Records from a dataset
++++++++++++++++++++

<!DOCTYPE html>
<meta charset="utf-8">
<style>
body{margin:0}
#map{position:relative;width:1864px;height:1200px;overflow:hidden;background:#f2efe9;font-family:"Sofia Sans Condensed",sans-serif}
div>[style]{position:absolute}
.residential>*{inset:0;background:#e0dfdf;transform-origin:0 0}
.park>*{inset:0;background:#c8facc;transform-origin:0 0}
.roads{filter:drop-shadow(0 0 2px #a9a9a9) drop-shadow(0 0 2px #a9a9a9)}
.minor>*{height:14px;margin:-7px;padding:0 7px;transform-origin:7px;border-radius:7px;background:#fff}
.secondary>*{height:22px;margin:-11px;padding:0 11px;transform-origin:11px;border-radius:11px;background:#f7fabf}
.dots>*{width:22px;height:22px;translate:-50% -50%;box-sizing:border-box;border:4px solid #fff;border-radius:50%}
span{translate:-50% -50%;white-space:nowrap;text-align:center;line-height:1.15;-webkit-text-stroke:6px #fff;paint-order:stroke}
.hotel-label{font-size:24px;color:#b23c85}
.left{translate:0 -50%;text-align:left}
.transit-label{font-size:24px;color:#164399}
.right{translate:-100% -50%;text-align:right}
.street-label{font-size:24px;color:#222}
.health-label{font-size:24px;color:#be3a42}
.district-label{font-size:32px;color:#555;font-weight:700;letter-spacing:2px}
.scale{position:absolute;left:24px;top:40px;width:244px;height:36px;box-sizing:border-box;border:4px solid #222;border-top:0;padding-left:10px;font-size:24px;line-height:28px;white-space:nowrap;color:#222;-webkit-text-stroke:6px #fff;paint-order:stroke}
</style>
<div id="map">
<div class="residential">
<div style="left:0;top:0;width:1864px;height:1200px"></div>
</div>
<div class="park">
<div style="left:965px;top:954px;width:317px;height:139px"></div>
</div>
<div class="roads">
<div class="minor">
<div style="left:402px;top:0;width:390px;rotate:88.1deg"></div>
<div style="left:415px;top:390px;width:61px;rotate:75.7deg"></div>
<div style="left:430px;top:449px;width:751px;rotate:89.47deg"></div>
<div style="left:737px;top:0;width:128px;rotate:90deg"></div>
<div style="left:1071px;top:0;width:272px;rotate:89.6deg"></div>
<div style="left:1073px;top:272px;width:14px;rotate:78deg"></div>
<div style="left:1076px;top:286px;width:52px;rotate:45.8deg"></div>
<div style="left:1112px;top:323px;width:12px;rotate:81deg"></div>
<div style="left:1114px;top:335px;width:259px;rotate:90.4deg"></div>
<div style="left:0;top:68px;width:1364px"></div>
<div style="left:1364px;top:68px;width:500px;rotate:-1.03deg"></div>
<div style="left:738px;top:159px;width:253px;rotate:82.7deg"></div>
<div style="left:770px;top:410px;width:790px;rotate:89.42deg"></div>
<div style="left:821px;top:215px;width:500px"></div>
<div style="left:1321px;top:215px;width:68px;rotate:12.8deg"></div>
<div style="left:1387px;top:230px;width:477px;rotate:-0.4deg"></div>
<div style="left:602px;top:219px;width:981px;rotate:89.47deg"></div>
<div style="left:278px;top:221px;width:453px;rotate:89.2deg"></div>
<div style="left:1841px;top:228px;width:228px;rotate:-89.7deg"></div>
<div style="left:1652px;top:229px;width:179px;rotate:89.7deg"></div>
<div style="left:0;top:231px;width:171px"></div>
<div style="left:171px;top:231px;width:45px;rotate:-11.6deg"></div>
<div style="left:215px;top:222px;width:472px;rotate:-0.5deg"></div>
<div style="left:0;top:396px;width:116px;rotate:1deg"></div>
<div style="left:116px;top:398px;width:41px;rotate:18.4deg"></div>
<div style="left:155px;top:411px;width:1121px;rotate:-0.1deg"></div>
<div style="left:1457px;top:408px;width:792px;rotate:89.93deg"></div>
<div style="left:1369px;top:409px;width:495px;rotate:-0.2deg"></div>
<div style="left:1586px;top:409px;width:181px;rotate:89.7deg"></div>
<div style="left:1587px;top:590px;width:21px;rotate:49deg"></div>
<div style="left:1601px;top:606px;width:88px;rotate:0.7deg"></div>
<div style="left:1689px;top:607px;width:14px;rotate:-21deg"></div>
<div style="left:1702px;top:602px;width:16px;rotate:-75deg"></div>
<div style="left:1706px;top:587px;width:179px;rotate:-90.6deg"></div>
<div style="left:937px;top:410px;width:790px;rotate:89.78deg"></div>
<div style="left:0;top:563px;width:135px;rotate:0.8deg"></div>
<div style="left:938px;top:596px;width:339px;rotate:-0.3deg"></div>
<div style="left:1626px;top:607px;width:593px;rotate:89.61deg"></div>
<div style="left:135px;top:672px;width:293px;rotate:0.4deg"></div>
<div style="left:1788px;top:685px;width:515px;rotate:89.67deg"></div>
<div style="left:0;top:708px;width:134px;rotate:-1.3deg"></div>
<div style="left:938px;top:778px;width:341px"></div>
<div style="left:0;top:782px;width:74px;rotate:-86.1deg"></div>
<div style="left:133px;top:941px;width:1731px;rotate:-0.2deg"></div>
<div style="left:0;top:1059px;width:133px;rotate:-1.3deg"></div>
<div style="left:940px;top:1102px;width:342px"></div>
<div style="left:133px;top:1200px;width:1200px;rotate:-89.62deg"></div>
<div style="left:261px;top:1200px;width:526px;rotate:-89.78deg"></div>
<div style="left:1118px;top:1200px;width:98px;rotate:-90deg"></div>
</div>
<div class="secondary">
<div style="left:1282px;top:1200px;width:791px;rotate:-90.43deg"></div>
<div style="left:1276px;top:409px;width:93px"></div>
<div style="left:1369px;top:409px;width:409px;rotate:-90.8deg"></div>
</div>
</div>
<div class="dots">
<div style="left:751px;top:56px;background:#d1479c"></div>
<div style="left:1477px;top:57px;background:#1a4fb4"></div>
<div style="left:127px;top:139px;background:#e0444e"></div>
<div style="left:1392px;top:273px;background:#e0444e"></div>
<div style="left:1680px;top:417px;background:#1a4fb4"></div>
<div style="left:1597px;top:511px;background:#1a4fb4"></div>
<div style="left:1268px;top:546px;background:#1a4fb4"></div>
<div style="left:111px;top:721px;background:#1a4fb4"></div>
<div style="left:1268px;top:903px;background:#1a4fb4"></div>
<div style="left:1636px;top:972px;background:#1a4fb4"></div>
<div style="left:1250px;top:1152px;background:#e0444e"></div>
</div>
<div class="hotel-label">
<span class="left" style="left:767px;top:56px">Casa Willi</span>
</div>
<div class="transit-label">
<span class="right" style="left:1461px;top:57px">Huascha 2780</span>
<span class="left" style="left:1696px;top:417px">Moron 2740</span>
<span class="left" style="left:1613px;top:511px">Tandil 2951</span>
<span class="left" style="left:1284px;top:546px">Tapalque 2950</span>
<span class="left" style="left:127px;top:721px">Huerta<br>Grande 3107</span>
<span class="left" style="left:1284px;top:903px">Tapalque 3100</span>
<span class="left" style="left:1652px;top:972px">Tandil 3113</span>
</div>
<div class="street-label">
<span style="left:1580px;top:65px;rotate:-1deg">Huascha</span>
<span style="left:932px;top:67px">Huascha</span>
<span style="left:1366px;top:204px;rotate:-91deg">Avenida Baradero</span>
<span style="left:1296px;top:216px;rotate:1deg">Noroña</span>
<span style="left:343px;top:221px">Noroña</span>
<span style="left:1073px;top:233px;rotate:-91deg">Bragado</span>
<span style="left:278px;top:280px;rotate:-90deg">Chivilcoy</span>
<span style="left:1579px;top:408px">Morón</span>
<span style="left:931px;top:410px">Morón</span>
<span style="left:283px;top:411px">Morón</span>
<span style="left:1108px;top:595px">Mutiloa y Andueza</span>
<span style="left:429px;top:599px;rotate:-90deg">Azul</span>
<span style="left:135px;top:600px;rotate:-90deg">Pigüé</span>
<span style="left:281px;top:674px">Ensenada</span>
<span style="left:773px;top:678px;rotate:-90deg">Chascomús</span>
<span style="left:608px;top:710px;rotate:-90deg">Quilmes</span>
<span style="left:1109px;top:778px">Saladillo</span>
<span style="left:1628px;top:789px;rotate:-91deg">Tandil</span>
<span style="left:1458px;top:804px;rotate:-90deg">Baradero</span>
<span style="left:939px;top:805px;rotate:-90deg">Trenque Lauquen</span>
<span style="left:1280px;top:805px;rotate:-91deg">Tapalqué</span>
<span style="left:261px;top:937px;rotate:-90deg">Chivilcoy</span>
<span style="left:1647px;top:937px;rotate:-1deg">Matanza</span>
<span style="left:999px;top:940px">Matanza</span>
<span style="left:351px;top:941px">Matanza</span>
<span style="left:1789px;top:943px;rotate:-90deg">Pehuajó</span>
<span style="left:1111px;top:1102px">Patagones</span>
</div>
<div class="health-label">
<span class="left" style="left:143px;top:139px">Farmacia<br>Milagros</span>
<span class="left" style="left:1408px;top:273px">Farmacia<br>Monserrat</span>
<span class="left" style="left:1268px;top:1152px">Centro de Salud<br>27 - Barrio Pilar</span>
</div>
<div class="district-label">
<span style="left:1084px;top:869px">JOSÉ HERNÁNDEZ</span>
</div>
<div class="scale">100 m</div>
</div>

++++++++++++++++++++

Problem statement
Restate the data verbatim through the "2px #a9a9a9) drop-shadow(0" line.

Task answer
<!DOCTYPE html>
<meta charset="utf-8">
<style>
body{margin:0}
#map{position:relative;width:1864px;height:1200px;overflow:hidden;background:#f2efe9;font-family:"Sofia Sans Condensed",sans-serif}
div>[style]{position:absolute}
.residential>*{inset:0;background:#e0dfdf;transform-origin:0 0}
.park>*{inset:0;background:#c8facc;transform-origin:0 0}
.roads{filter:drop-shadow(0 0 2px #a9a9a9) drop-shadow(0 0 2px #a9a9a9)}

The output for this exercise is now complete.